It wasn’t even called MTV when Alan Hunter was asked to be on a new music channel. For the current Evanston resident, the show business opportunity was a walk in the park, literally.

“Simple connectivity, being in the right place at the right time. Central Park had a picnic in the park and I was there and met the guy developing a new video channel. He said he’d just been in a David Bowie video so had some idea of what it was all about.”

Hunter became one of the five original “video jocks” for the now-fabled MTV. A memoir of the experiences of these VJs, VJ: The Unplugged Adventures of MTV’s First Wave, was recently published by Atria Books.
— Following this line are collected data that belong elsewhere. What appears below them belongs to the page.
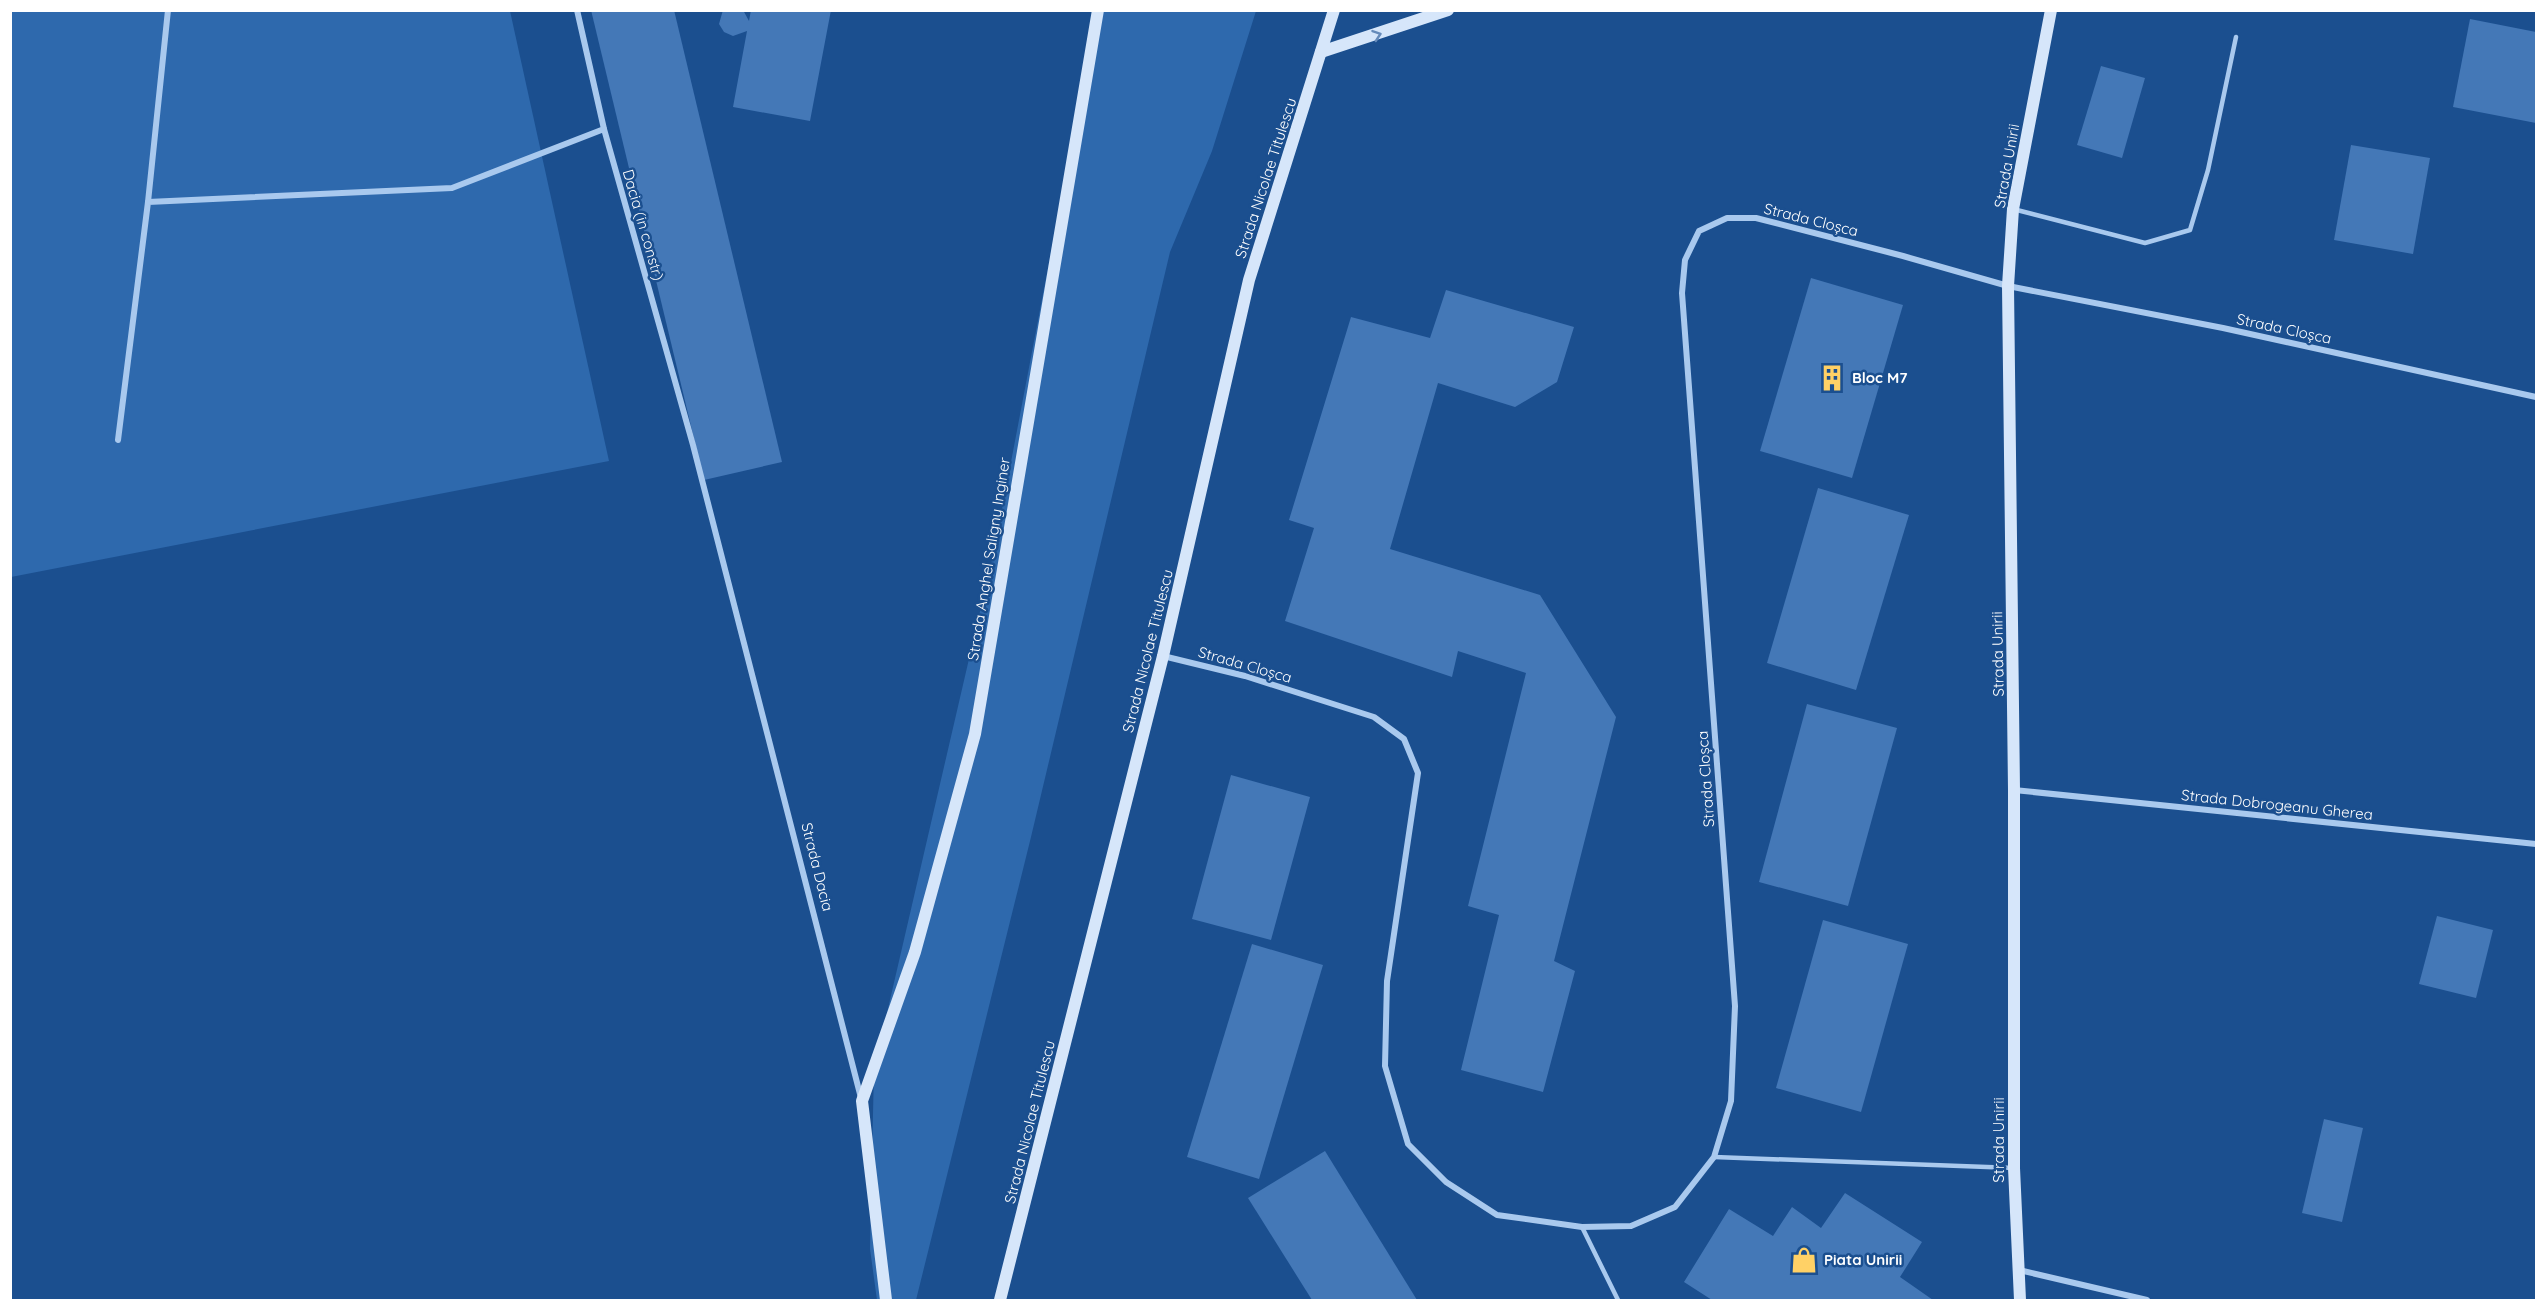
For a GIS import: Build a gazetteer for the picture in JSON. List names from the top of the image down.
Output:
{
  "streets": {
    "street": [
      "Strada Unirii",
      "Strada Nicolae Titulescu",
      "Strada Cloșca",
      "Dacia (in constr)",
      "Strada Anghel Saligny Inginer",
      "Strada Dobrogeanu Gherea",
      "Strada Dacia"
    ]
  },
  "crossings": [
    ["Strada Unirii", "Strada Cloșca"],
    ["Strada Unirii", "Strada Dobrogeanu Gherea"],
    ["Strada Nicolae Titulescu", "Strada Cloșca"],
    ["Dacia (in constr)", "Strada Dacia"],
    ["Strada Anghel Saligny Inginer", "Strada Dacia"]
  ],
  "places": {
    "building": ["Bloc M7"],
    "shop": ["Piata Unirii"]
  }
}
Professional writer Gavin Edwards served as the collator of the oral histories provided by the VJs — Nina Blackwood, Mark Goodman, Alan Hunter and Martha Quinn — along with a chapter on the late J.J. Jackson.
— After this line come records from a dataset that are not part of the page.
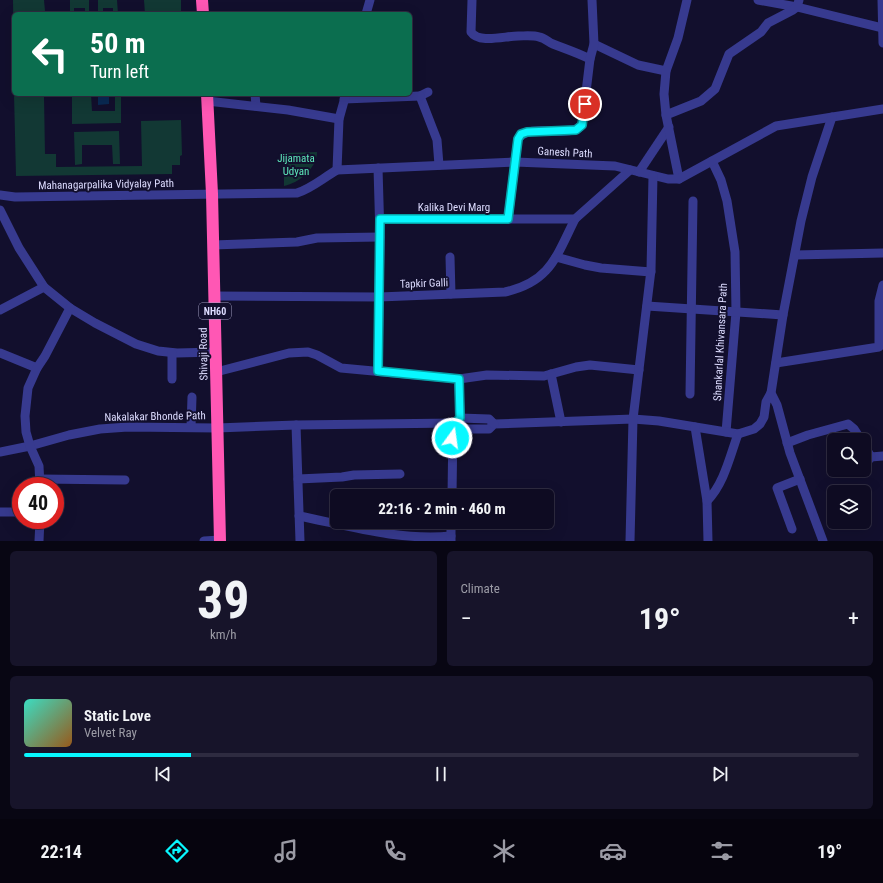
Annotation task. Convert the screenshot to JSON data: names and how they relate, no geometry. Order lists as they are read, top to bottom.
{
  "streets": {
    "highway": ["NH60", "Shivaji Road"],
    "street": [
      "Ganesh Path",
      "Mahanagarpalika Vidyalay Path",
      "Kalika Devi Marg",
      "Tapkir Galli",
      "Shankarlal Khivansara Path",
      "Nakalakar Bhonde Path"
    ]
  },
  "crossings": [
    ["Ganesh Path", "Mahanagarpalika Vidyalay Path"],
    ["Ganesh Path", "Shivaji Road"],
    ["Mahanagarpalika Vidyalay Path", "Shivaji Road"],
    ["Kalika Devi Marg", "Tapkir Galli"],
    ["Tapkir Galli", "Shivaji Road"],
    ["Shankarlal Khivansara Path", "Nakalakar Bhonde Path"],
    ["Shivaji Road", "Nakalakar Bhonde Path"]
  ],
  "parks": ["Jijamata Udyan"],
  "page": {
    "turn": ["50 m", "Turn left"],
    "limit": "40",
    "trip": "22:16 · 2 min · 460 m",
    "tile": [
      ["39", "km/h"],
      "Climate"
    ],
    "heat": ["−", "19°", "+"],
    "song": ["Static Love", "Velvet Ray"],
    "tabs": ["22:14", "19°"]
  }
}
On Dec. 7 at 27 Live in Evanston, Hunter will sign the book and lead a discussion, followed by a concert of cover hits by the band blitzfm.
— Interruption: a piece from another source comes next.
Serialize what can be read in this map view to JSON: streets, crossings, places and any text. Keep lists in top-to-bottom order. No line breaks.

“MTV became the epicenter of all things entertainment back in the ’80s,” Hunter said. “When MTV began, the library had probably 200 videos. When artists saw MTV, they were the drivers behind it. After hearing MTV and shooting Middle America, people knew [for example] who The Stray Cats were.”

Hunter laughed as he described the MTV studio location. “The MTV studios were in Hell’s Kitchen at 33rd and 10th. In 1981 and 1982 it was a scary little place, criminals and hookers right outside our door. There was a bar next door called Sam’s where we all went afterwards. But it was also charming and romantic to be in Hell’s Kitchen during that time.”

He named several memorable celebrity interviews and guest hosts.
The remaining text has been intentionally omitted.